その中の「99」と呼ばれている女の人に恋をする内容の曲なんです。

 

美しいメロディがいつまでも心に残ります。

TOTOの曲の中で一番好きなのは、この時からずっと「99」でした。

 

「99」は2枚目のアルバム「ハイドラ」に収録されています。

40年以上経ってから響いてくる曲

 

最後に紹介するのは、ファーストアルバムに収録されている「ジョージー・ポージー」です。

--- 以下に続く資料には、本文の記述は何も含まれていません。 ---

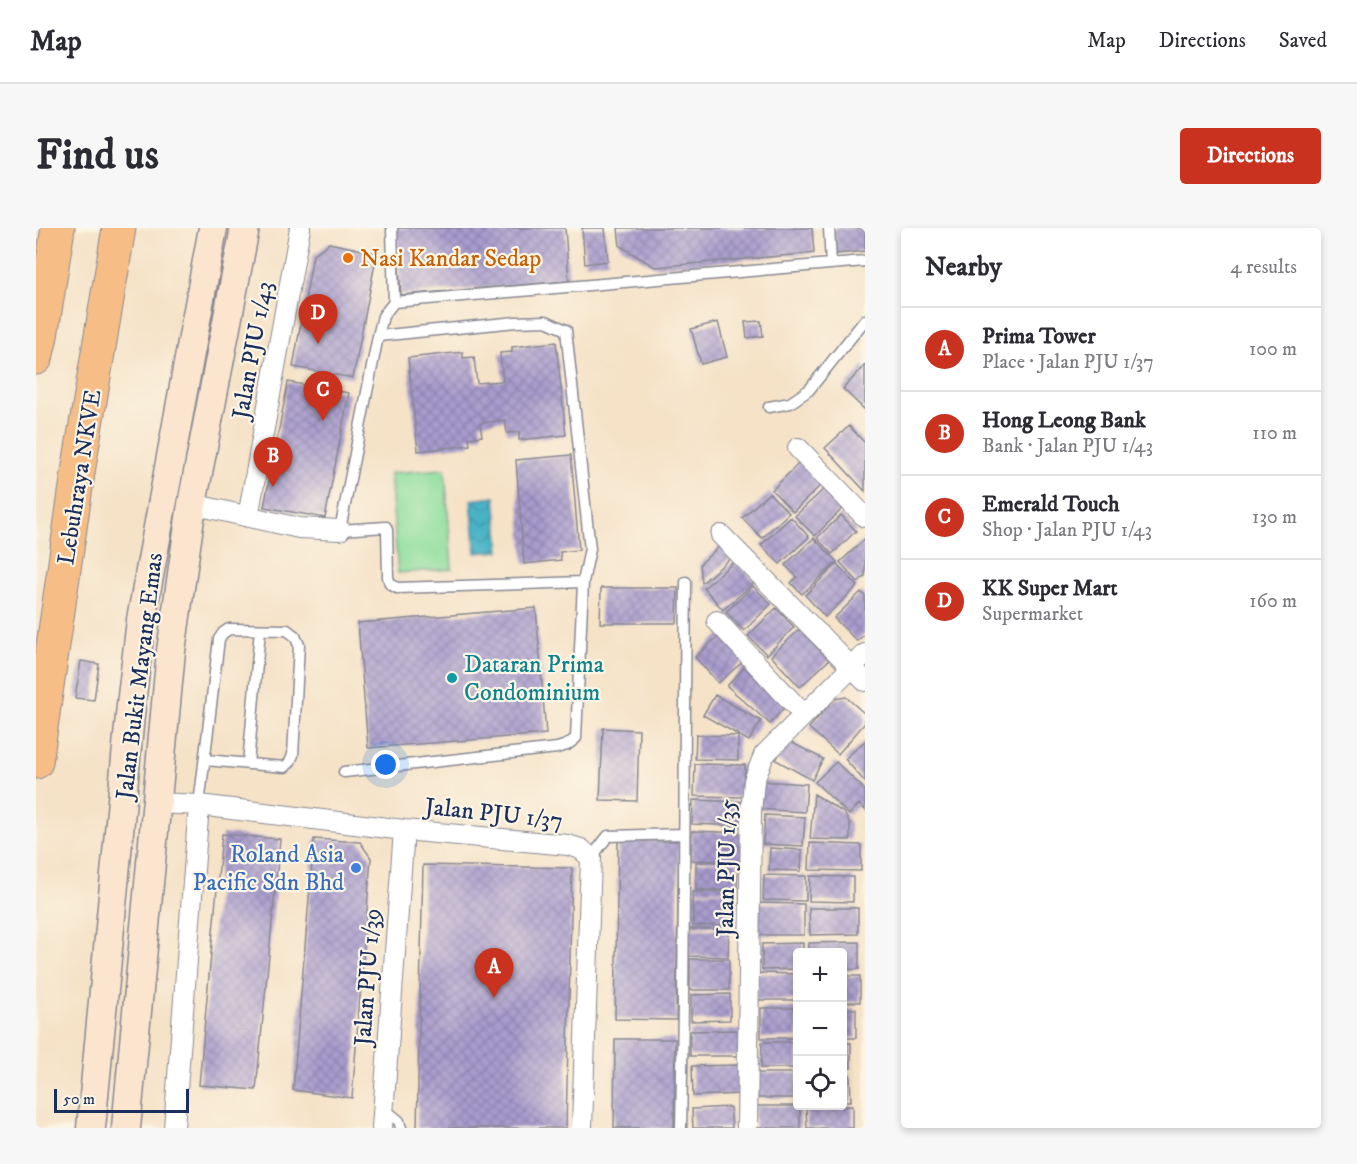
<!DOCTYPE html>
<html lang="en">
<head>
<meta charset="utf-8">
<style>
	:root { --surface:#fff; --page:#f7f7f7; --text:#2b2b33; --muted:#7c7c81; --line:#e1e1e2; --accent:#c8321e }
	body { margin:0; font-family:"IM FELL DW Pica",serif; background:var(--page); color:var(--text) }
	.controls { position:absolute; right:18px; bottom:18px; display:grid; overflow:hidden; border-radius:6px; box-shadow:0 3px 9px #0003 }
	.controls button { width:54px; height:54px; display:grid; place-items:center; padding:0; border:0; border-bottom:2px solid var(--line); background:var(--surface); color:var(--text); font:30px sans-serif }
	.scale { position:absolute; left:18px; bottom:15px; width:135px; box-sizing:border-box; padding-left:6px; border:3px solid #1b2f5e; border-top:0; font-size:16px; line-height:21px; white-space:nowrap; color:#1b2f5e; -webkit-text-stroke:4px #fcf5e5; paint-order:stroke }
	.you { position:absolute; left:350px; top:537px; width:21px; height:21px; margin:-15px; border:4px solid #fff; border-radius:50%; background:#1a73e8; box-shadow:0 0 0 9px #1a73e833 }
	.badge { display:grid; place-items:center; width:39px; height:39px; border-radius:50%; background:var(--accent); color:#fff; font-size:20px; font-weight:700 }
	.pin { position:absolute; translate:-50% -50px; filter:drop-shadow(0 2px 3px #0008) }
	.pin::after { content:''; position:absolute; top:32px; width:21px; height:18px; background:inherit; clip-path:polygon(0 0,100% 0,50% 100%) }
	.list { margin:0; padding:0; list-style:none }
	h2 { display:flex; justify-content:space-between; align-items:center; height:78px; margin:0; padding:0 24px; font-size:26px }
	h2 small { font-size:20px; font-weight:400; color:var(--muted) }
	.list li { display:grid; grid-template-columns:39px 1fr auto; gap:18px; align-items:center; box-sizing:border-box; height:84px; padding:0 24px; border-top:2px solid var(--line) }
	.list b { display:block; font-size:22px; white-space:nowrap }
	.list p { margin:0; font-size:20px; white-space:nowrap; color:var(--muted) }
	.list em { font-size:20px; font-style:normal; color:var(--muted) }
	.icon { flex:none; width:33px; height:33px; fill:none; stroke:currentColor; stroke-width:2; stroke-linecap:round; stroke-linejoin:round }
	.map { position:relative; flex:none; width:829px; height:900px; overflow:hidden; border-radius:6px }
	header { display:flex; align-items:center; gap:36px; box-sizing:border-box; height:84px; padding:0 30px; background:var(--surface); border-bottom:2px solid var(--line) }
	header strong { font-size:28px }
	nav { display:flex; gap:33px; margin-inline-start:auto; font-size:21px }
	.intro { display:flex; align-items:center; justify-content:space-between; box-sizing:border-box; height:144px; padding:0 36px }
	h1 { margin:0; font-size:42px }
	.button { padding:15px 27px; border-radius:6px; background:var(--accent); color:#fff; font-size:21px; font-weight:700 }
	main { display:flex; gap:36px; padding:0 36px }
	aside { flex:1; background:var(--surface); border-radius:6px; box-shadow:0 3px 9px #0003 }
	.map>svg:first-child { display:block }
</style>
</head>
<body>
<header>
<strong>Map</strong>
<nav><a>Map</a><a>Directions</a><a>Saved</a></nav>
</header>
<div class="intro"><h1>Find us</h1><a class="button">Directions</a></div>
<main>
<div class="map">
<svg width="829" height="900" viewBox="0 0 829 900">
	<defs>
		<pattern id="water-waves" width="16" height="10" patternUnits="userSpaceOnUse" patternTransform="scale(1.5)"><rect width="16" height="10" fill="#48b3c6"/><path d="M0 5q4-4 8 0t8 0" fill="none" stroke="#3b92a4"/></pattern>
		<pattern id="building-cross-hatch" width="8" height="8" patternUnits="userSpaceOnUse" patternTransform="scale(1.5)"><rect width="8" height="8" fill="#a99cce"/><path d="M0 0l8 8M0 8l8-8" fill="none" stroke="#8980aa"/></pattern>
	</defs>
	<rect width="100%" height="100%" fill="#fcf5e5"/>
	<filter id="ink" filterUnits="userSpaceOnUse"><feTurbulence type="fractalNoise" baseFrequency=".0167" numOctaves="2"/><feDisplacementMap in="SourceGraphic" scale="12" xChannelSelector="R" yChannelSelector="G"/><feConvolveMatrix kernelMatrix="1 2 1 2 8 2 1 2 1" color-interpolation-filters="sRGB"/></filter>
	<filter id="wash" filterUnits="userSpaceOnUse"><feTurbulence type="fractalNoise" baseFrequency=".008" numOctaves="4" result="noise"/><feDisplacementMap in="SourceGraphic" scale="24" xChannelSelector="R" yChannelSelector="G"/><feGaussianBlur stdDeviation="1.35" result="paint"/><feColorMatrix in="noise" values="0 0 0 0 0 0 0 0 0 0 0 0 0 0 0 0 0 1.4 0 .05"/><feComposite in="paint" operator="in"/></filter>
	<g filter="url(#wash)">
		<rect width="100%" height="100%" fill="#f5e2c7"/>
		<path fill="#8ede9d" stroke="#54867e" stroke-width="1.5" d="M409 241 416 341 362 345 354 245Z"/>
		<path fill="url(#water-waves)" stroke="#327192" stroke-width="1.5" d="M459 269 464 323 440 325 435 272Z"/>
		<g id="blocks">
			<path fill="url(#building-cross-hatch)" d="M360 0H529L533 53 365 67Z
				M546 0H569L572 33 549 36Z
				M582 0H776L778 25 619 39 584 18Z
				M797 0H829V23L800 26Z
				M293 15 341 25 317 150 257 139 277 27Z
				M725 93 727 108 711 110 709 94Z
				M682 94 691 129 665 136 655 101Z
				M520 114 530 207 483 212V204L471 205 469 192 444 195 446 208 433 210 434 217 382 223 372 130 427 124V130L438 129 441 155 467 153 464 125 476 124V119Z
				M829 137V182L807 161Z
				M252 154 313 165 289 290 228 279Z
				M813 198 829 215V263L789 220Z
				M535 227 543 322 524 324 525 332 488 336 480 232Z
				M764 234 785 257 757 284 736 262Z
				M788 261 807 280 779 308 759 288Z
				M733 265 753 285 726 310 706 290Z
				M805 287 820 303 796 326 781 310Z
				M755 289 773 309 744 336 725 317Z
				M778 310 801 334 766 366 755 355 761 349 749 337Z
				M829 311V348L822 354 804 334Z
				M686 316 697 328 666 355 664 336Z
				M700 332 719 354 687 382 668 360Z
				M801 336 822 358 789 389 769 367Z
				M717 358 735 376 708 403 690 384Z
				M565 360H642L641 395H564Z
				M825 364 829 368V406L821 413 798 390Z
				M500 380 510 506 332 520 322 395Z
				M740 380 758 399 731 427 712 408Z
				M764 401 793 432 764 459 735 428Z
				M687 404 710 431 682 455 659 429Z
				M45 433 63 436 58 472 39 470Z
				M711 436 753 474 734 496 691 458Z
				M679 467 725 493 713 513 667 487Z
				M810 469 829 486V495L802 526 773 500 798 471Z
				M567 500 603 502 601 573 564 572Z
				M660 507 702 508V532L659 531Z
				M751 512 787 531 776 552 740 532Z
				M829 513V554L809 531Z
				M800 534 829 562V582L823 576 813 587 779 554Z
				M659 536 709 537 708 569 658 568Z
				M723 553 771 556 769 584 721 581Z
				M778 566 808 585 814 596V612L774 611Z
				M657 572 708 574 707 598 656 596Z
				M729 587 769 589 767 618 727 616Z
				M656 603 709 605 708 633 655 632Z
				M186 606 244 611 220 862 163 857Z
				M278 611 324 614 335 630 316 870 257 862Z
				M582 612 643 613 640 792 579 791Z
				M774 615 825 617V643L773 642Z
				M734 620 766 622 765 643 733 642Z
				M660 634H702L701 662H660Z
				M387 637 536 640 530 900H381Z
				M728 647 770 648V673L727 672Z
				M774 648 817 649V674L773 673Z
				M699 663 700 697 657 698 656 664Z
				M722 675 768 676V707H721Z
				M773 680H822V706L774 707Z
				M653 701H693L692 729 653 728Z
				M823 714V741L807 742V724H773V715Z
				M767 715V724H762V741L726 742V716Z
				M654 731H693V762H654Z
				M721 745 762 746V772H720Z
				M807 748H824V774H807Z
				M694 766V792L655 793V767Z
				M725 780H762V810H725Z
				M807 781H820V810H807Z
				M706 802V828H654V803Z
				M579 811H639L638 900H578Z
				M726 814H762V840H725Z
				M807 815H815V840H807Z
				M703 837 704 866 657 868 656 838Z
				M720 845H762V870H720Z
				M807 847H814L815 873H807Z
				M718 878H764V900H719Z
				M817 878V900H771L770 879Z
				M694 879 696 900H657L656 881Z"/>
		</g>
	</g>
	<g filter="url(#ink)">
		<use href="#blocks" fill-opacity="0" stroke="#888892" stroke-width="1.5"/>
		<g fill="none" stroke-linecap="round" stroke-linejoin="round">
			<g stroke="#888892" stroke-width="13">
				<path id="lane" d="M356 0 358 74
					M793 0 795 36
					M733 179 754 175 773 162 829 92
					M547 354 361 360 354 356 352 349 351 302 350 299 304 302 342 108 347 88 358 74 829 33
					M212 536 224 402
					M308 544 521 520 531 517 540 510 547 354 554 321 530 102 510 93 480 94 342 108
					M163 577 183 411 187 405 193 401 251 402 259 408 263 417 257 527 254 534 249 539 169 532
					M555 630 572 608 647 606
					M347 880 363 893 365 900
					M645 900C649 718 648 536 650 354"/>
			</g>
			<g stroke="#888892" stroke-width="22">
				<path id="street" d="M762 220 829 289
					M156 276 263 300 304 302
					M212 289 264 0
					M685 307 829 453
					M681 393 768 487
					M121 575 163 577 368 602 532 617 545 621 555 630 546 900
					M138 900 163 577
					M346 900 368 602
					M711 900 715 584 718 553 728 527 829 426"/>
			</g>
			<g stroke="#888892" stroke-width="31">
				<path id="secondary" d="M55 900 95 477 105 392 177 0
					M90 900 135 423 156 276 209 0"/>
			</g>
			<g stroke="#888892" stroke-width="35">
				<path id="highway" d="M0 130 5 108 22 0
					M0 534 43 238 83 0"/>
			</g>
			<use href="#lane" stroke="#fff" stroke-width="10"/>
			<use href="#street" stroke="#fff" stroke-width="20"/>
			<use href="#secondary" stroke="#fbe5cf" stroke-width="28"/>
			<use href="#highway" stroke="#f6be86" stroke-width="33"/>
		</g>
	</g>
	<circle fill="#e8710a" stroke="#fcf5e5" stroke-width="2" cx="312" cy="30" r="6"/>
	<circle fill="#0f9aa8" stroke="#fcf5e5" stroke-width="2" cx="416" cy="450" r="6"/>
	<circle fill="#3f7fe0" stroke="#fcf5e5" stroke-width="2" cx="320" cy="640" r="6"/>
	<g text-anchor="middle" stroke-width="4.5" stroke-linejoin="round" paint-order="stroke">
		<g font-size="24" fill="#c56008" stroke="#fcf5e5" text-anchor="start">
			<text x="324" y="38">Nasi Kandar Sedap</text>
		</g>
		<g font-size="24" fill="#1b2f5e" stroke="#fcf5e5">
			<text transform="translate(216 122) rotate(-80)" y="8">Jalan PJU 1/43</text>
			<text transform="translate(43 249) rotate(-81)" y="8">Lebuhraya NKVE</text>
			<text transform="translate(103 448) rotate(-83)" y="8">Jalan Bukit Mayang Emas</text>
			<text transform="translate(458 585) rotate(6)" y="8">Jalan PJU 1/37</text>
			<text transform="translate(690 640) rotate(-89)" y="8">Jalan PJU 1/35</text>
			<text transform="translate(331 749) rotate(-86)" y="8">Jalan PJU 1/39</text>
		</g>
		<g font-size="24" fill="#0d838f" stroke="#fcf5e5" text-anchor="start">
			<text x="428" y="444">Dataran Prima<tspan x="428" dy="28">Condominium</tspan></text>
		</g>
		<g font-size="24" fill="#366cbe" stroke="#fcf5e5" text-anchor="end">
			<text x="308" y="634">Roland Asia<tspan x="308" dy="28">Pacific Sdn Bhd</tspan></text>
		</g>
	</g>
</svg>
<div class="controls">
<button>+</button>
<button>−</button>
<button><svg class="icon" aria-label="locate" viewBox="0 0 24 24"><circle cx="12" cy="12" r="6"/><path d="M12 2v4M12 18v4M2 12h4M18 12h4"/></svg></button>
</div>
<div class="scale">50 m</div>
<div class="you"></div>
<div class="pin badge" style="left:458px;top:770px">A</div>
<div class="pin badge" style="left:237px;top:259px">B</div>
<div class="pin badge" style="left:287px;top:193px">C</div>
<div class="pin badge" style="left:282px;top:116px">D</div>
</div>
<aside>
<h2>Nearby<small>4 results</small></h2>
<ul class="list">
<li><span class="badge">A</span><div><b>Prima Tower</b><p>Place · Jalan PJU 1/37</p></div><em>100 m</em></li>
<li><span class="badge">B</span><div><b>Hong Leong Bank</b><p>Bank · Jalan PJU 1/43</p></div><em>110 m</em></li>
<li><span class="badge">C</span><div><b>Emerald Touch</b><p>Shop · Jalan PJU 1/43</p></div><em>130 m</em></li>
<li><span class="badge">D</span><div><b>KK Super Mart</b><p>Supermarket</p></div><em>160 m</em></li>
</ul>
</aside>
</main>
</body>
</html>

Toto – Georgy Porgy (Official Video)

ジェフ・ポーカロの刻むリズムが心地よいTOTOが作る珠玉のR&Bです。

コーラスで参加しているのがソウルの歌姫「リェリル・リン」で、「TOTO(宇宙の騎士)」と同じ年に作られたアルバムをペイチがプロデュースして、ルカサーが演奏で参加しています。

またまた、ペイチが作ってルカサーがボーカルなので、こうなると専属のボーカリストのボビー・キンボールが抜けたくなるのが分かるような気がします。

 

ジョージー・ポージーは「マザーグース」に出てくる人物で、弱い者には強いけど強い者を見ると逃げ出す意気地なしのシンボルみたいになっています。

Georgy Porpy pudding pie・・・

の部分はマザーグースの歌詞がそのまま使われていて、シェリル・リンが歌っています。

 

「ジョージー・ポージー」は10代の頃に聴いてもあまり響いてこなかったのに、最近になって改めてじっくりと聴いてみると、決して派手ではないけどじっくりと聴ける曲で、大人になってから魅力を再発見した曲で、最近では最もお気に入りの曲です。

 

ファーストアルバム「TOTO(宇宙の騎士)」は、フュージョン、プログレ、R&B、AORとTOTOの持ち味が凝縮されたアルバムです。

 

最後に

 

10代の頃の想いでと共に、好き勝手にTOTOの曲をレビューしてみました。

年月が経ってもやっぱりいい物はいいし、久しぶりに聴いてみるとまた違った面が見えてきて新しい発見があったりもしました。

たまには懐かしいレコードを引っ張り出して聴いてみるのもいいかもです。